====== EXERCISE DATA ======

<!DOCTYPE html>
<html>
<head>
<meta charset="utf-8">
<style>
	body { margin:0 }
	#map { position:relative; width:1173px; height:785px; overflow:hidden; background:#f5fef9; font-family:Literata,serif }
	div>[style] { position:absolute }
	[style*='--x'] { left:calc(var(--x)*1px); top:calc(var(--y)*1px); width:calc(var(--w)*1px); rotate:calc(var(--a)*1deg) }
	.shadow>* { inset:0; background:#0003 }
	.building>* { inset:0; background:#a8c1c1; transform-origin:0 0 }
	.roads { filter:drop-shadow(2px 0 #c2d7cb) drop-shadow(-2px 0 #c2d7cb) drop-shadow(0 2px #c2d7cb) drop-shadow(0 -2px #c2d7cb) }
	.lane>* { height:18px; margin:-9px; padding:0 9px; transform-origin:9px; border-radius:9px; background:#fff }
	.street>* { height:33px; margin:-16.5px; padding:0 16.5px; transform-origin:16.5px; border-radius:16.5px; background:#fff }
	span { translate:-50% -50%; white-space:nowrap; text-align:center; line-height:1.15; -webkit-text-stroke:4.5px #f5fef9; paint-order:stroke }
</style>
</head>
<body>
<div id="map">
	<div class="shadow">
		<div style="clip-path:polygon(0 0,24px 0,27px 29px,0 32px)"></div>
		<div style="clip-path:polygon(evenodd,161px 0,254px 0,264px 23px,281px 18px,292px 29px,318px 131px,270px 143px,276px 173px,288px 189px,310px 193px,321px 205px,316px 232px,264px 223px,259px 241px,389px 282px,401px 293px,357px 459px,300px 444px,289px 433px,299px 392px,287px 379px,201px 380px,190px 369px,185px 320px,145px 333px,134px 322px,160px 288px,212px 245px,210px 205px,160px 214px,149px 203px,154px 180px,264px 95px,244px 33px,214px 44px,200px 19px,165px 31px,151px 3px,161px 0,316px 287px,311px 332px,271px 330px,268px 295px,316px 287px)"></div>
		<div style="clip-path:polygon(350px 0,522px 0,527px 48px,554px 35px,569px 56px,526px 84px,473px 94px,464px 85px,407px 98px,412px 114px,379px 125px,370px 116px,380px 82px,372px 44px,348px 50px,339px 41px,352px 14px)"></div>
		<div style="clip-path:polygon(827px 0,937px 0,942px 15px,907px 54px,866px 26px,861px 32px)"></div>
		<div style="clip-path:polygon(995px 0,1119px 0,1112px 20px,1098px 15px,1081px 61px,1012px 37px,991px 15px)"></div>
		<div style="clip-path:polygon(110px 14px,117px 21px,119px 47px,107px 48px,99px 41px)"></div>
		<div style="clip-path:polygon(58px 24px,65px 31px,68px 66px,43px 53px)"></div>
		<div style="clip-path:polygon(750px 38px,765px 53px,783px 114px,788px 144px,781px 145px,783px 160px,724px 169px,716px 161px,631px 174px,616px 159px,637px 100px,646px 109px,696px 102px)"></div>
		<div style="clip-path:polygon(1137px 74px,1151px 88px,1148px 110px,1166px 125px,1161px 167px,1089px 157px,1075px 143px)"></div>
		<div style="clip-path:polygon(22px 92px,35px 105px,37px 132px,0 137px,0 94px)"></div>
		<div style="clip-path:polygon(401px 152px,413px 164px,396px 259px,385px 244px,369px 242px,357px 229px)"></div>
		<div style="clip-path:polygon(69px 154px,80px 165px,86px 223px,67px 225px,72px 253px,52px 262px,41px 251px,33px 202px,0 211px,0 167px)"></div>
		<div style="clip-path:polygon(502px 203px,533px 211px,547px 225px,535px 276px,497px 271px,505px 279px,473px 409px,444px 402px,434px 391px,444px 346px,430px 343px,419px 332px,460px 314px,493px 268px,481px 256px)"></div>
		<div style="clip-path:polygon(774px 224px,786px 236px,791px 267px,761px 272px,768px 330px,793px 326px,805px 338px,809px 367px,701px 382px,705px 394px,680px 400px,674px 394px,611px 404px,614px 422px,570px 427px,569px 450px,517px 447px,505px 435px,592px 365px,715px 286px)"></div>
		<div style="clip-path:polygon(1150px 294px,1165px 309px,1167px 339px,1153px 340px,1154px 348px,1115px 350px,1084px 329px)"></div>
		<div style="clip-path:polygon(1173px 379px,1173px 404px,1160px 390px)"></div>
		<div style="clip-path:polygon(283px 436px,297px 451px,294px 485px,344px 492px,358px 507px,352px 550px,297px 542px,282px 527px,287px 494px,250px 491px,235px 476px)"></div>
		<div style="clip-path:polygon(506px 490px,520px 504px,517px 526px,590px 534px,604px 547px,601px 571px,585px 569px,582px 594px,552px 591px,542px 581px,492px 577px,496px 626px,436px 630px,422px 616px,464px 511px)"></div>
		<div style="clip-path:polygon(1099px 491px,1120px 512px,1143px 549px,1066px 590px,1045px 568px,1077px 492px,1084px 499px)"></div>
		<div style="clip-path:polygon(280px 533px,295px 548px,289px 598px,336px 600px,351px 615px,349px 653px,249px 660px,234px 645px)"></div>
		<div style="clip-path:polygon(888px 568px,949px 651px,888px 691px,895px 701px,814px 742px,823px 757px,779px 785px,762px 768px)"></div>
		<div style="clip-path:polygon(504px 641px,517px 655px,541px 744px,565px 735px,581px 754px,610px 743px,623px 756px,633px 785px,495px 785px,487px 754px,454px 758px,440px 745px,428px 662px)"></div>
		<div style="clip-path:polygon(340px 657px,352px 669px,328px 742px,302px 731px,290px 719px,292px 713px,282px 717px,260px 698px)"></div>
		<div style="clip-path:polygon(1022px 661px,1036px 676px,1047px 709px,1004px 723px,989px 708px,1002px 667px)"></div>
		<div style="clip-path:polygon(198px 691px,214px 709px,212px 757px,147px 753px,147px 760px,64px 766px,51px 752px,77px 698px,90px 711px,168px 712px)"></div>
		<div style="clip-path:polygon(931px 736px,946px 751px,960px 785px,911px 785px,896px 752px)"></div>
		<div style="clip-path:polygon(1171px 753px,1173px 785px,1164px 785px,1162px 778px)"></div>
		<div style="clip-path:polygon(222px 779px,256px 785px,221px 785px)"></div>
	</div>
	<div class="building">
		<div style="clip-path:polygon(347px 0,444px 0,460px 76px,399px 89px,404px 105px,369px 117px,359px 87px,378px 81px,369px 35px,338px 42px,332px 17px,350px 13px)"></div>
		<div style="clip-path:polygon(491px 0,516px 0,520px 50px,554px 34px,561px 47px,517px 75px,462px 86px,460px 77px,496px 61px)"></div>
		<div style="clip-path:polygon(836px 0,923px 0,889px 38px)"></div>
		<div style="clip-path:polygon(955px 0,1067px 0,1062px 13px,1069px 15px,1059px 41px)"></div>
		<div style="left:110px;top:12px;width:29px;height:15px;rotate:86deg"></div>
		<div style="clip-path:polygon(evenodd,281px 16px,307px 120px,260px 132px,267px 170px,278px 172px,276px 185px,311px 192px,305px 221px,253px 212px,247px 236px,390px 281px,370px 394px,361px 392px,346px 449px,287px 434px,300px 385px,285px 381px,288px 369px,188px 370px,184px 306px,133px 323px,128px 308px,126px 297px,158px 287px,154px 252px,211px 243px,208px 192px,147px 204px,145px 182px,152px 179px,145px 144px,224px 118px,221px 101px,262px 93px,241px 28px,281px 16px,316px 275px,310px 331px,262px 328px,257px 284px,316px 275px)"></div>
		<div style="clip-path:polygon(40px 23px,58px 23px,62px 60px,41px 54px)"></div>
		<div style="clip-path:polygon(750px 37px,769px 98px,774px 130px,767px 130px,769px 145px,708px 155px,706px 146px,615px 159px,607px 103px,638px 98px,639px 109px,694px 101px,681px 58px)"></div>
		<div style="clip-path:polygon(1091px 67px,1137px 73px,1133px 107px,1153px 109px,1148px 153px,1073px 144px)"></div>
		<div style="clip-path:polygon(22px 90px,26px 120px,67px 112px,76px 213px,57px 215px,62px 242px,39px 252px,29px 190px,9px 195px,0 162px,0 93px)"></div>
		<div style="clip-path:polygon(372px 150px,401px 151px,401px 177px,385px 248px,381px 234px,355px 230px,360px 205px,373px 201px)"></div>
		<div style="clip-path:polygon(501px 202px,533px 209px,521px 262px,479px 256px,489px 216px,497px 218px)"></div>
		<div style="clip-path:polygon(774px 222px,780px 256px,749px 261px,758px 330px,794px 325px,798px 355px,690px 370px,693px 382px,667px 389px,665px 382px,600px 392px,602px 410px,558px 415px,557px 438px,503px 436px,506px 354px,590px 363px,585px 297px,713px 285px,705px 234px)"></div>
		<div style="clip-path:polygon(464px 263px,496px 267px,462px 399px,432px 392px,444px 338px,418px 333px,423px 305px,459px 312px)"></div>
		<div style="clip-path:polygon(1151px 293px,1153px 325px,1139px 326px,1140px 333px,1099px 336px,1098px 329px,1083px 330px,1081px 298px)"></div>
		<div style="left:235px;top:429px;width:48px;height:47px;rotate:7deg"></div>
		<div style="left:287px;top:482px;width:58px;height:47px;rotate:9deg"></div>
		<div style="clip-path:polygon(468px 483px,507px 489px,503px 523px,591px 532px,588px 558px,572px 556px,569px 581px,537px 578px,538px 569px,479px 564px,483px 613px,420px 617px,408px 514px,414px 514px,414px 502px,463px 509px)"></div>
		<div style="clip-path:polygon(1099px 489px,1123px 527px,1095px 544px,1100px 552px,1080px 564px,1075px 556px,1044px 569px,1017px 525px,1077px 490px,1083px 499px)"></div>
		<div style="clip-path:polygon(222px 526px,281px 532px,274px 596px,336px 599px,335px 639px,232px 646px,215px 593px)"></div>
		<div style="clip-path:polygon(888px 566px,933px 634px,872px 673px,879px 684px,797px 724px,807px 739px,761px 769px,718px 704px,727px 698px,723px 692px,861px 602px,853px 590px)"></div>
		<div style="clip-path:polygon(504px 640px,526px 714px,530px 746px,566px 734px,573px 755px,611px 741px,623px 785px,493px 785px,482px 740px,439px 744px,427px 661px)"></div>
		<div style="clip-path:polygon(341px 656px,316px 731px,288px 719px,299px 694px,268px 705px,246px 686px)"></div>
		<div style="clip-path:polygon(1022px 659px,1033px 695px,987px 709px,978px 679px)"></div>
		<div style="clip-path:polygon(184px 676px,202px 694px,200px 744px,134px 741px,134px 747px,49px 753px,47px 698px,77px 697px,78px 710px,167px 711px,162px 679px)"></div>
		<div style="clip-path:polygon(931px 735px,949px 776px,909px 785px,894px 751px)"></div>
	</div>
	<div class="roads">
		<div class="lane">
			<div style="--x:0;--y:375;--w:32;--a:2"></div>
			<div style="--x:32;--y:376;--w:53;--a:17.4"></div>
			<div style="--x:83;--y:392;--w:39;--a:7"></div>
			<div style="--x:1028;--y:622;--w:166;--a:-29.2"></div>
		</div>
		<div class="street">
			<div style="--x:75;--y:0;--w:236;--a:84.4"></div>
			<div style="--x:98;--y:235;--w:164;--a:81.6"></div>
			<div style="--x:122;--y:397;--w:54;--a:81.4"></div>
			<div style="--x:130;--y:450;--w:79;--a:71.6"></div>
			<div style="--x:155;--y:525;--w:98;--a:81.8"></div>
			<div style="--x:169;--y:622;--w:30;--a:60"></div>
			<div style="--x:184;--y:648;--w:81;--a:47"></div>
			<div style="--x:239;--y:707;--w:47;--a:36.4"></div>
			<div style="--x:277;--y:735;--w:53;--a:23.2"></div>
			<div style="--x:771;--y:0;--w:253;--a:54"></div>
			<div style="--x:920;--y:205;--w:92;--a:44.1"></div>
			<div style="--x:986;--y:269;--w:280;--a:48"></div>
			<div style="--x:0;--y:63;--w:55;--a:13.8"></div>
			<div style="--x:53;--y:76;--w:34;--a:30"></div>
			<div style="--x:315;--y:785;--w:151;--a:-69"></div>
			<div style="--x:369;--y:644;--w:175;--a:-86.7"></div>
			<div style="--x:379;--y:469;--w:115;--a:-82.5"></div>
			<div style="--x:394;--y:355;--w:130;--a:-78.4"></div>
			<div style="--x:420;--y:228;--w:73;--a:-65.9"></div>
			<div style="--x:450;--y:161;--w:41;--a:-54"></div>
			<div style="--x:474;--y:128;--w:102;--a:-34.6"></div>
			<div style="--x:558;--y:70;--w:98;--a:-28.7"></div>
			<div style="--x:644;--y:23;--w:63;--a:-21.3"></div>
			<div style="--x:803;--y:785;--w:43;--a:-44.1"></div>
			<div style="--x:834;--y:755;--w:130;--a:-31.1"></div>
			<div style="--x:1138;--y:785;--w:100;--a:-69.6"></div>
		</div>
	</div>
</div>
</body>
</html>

======

- WHAT YOU HAVE TO DO -
Lines in the records that hold the word "position" are to be counted; give only the total.

- EXPECTED OUTPUT -
2